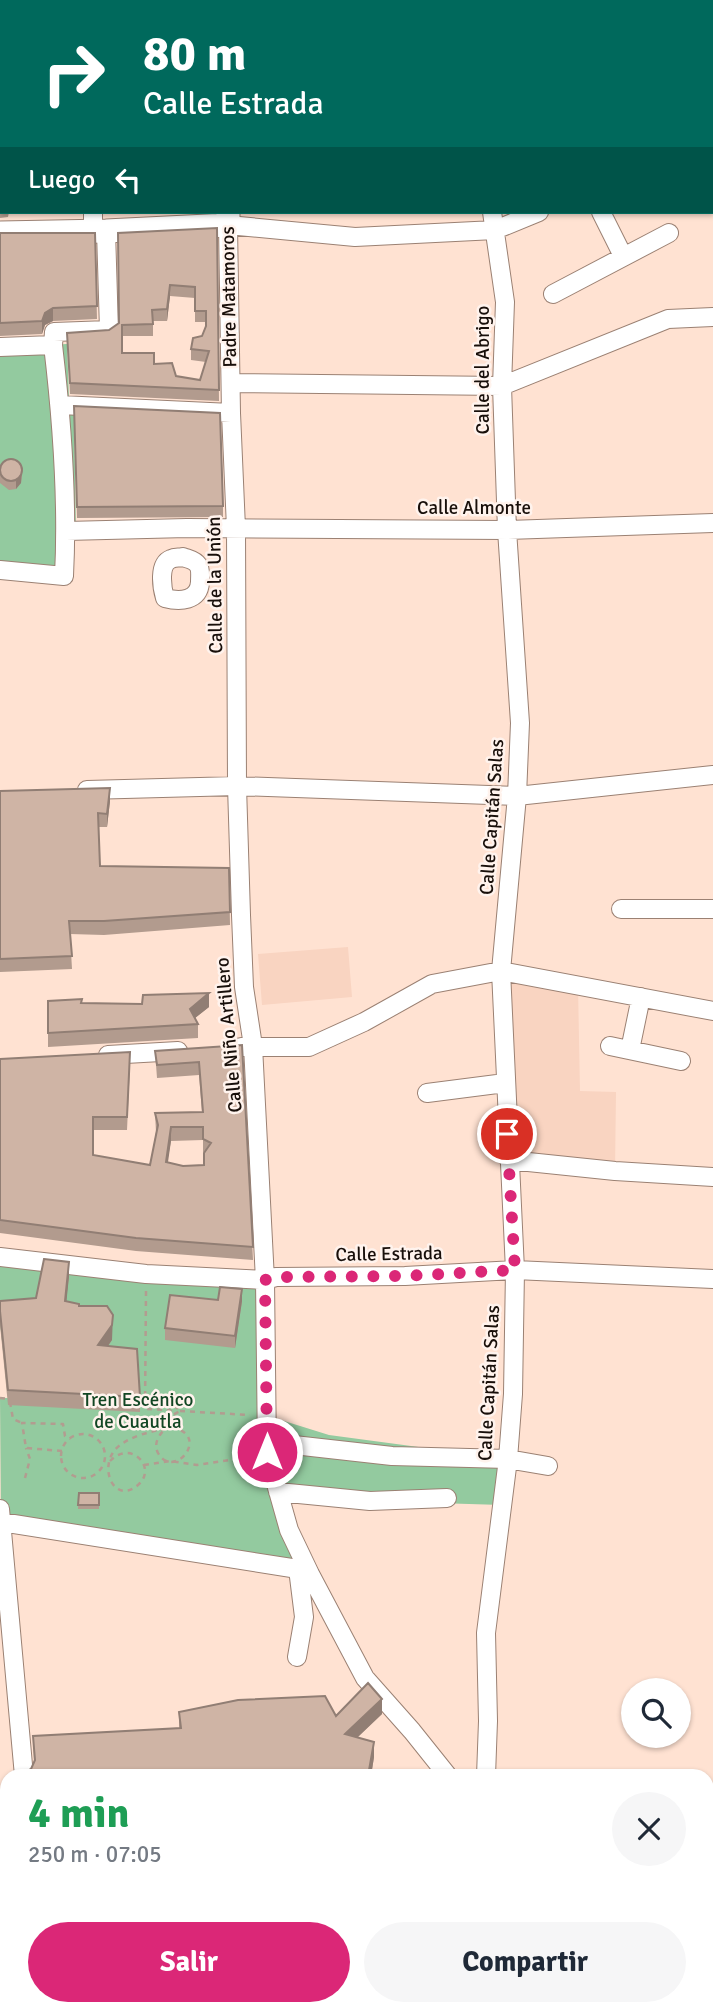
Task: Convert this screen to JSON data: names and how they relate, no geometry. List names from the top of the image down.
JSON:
{
  "streets": {
    "street": [
      "Padre Matamoros",
      "Calle del Abrigo",
      "Calle Almonte",
      "Calle de la Unión",
      "Calle Capitán Salas",
      "Calle Niño Artillero",
      "Calle Estrada"
    ]
  },
  "crossings": [
    ["Padre Matamoros", "Calle de la Unión"],
    ["Calle del Abrigo", "Calle Almonte"],
    ["Calle del Abrigo", "Calle Capitán Salas"],
    ["Calle Almonte", "Calle de la Unión"],
    ["Calle Almonte", "Calle Capitán Salas"],
    ["Calle de la Unión", "Calle Niño Artillero"],
    ["Calle Capitán Salas", "Calle Estrada"],
    ["Calle Niño Artillero", "Calle Estrada"]
  ],
  "parks": ["Tren Escénico de Cuautla"],
  "page": {
    "turn": ["80 m", "Calle Estrada"],
    "then": "Luego",
    "heading": ["4 min", "250 m · 07:05"],
    "buttons": ["Salir", "Compartir"]
  }
}
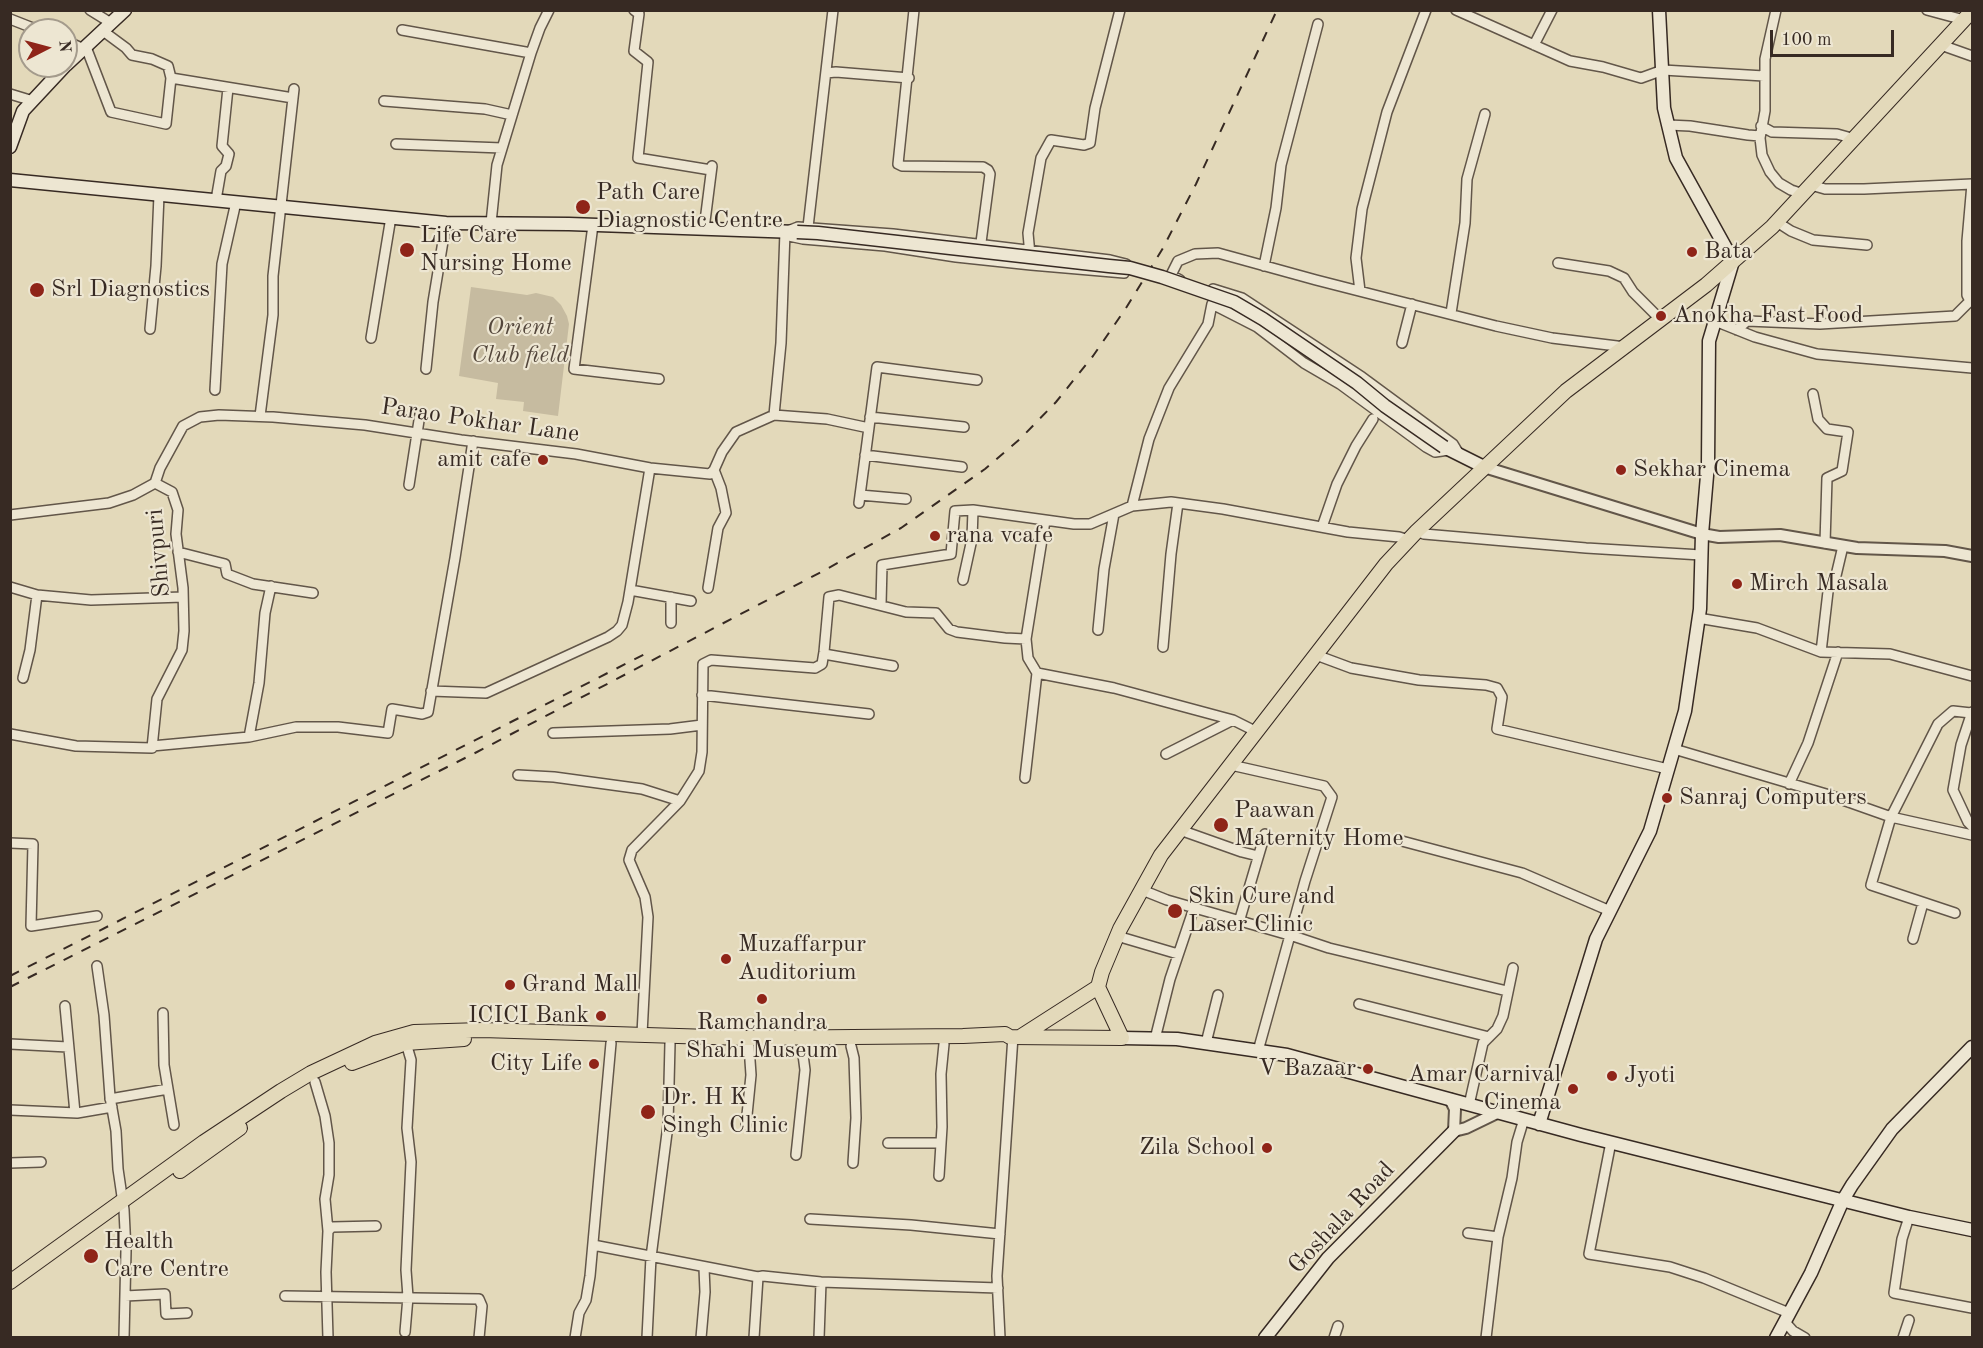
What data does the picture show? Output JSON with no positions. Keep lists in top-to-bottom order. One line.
{"streets":{"main road":["Goshala Road"],"street":["Parao Pokhar Lane","Shivpuri"]},"crossings":[["Parao Pokhar Lane","Shivpuri"]],"parks":["Orient Club field"],"places":["Path Care Diagnostic Centre","Life Care Nursing Home","Bata","Srl Diagnostics","Anokha Fast Food","amit cafe","Sekhar Cinema","rana vcafe","Mirch Masala","Sanraj Computers","Paawan Maternity Home","Skin Cure and Laser Clinic","Muzaffarpur Auditorium","Grand Mall","Ramchandra Shahi Museum","ICICI Bank","City Life","V Bazaar","Jyoti","Amar Carnival Cinema","Dr. H K Singh Clinic","Zila School","Health Care Centre"],"scale_bar":"100 m","north":"right"}
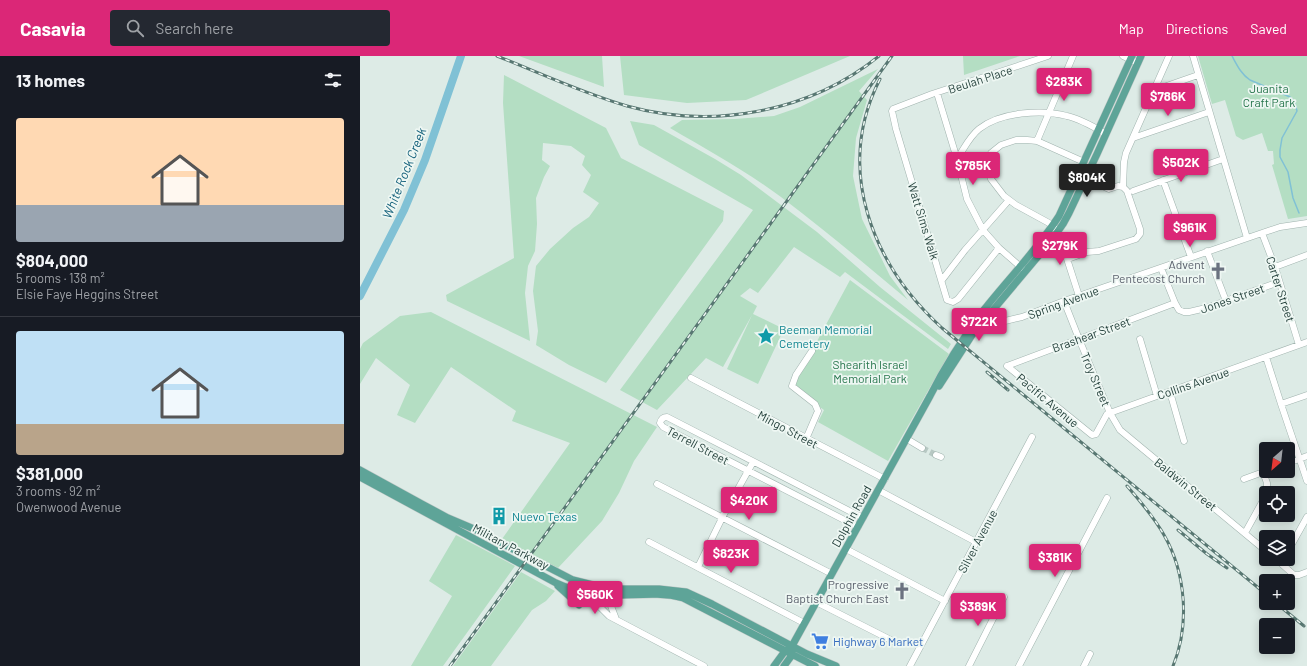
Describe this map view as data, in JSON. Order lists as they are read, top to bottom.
{
  "streets": {
    "main road": ["Dolphin Road", "Military Parkway"],
    "street": [
      "Beulah Place",
      "Watt Sims Walk",
      "Carter Street",
      "Jones Street",
      "Spring Avenue",
      "Brashear Street",
      "Troy Street",
      "Collins Avenue",
      "Pacific Avenue",
      "Mingo Street",
      "Terrell Street",
      "Baldwin Street",
      "Silver Avenue"
    ]
  },
  "crossings": [
    ["Beulah Place", "Watt Sims Walk"],
    ["Carter Street", "Jones Street"],
    ["Carter Street", "Spring Avenue"],
    ["Carter Street", "Collins Avenue"],
    ["Jones Street", "Brashear Street"],
    ["Spring Avenue", "Troy Street"],
    ["Spring Avenue", "Dolphin Road"],
    ["Brashear Street", "Troy Street"],
    ["Brashear Street", "Pacific Avenue"],
    ["Troy Street", "Collins Avenue"],
    ["Troy Street", "Pacific Avenue"],
    ["Troy Street", "Baldwin Street"],
    ["Collins Avenue", "Pacific Avenue"],
    ["Collins Avenue", "Baldwin Street"],
    ["Pacific Avenue", "Baldwin Street"],
    ["Mingo Street", "Dolphin Road"],
    ["Terrell Street", "Dolphin Road"],
    ["Dolphin Road", "Military Parkway"]
  ],
  "water": ["White Rock Creek"],
  "parks": ["Juanita Craft Park", "Shearith Israel Memorial Park"],
  "places": {
    "church": ["Advent Pentecost Church", "Progressive Baptist Church East"],
    "place": ["Beeman Memorial Cemetery"],
    "building": ["Nuevo Texas"],
    "supermarket": ["Highway 6 Market"]
  },
  "north": "bottom left",
  "page": {
    "header": "Casavia",
    "search": "Search here",
    "nav": ["Map", "Directions", "Saved"],
    "heading": "13 homes",
    "price": [
      "$283K",
      "$786K",
      "$502K",
      "$785K",
      "$804K",
      "$961K",
      "$279K",
      "$722K",
      "$420K",
      "$823K",
      "$381K",
      "$560K",
      "$389K"
    ],
    "list": [
      {
        "name": "$804,000",
        "note": "5 rooms · 138 m² · Elsie Faye Heggins Street"
      },
      {
        "name": "$381,000",
        "note": "3 rooms · 92 m² · Owenwood Avenue"
      }
    ],
    "map_buttons": ["+", "−"]
  }
}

» **Problem details**: Within the material, count each line that includes the word "data", and give the total by itself.

» **Written solution**: 3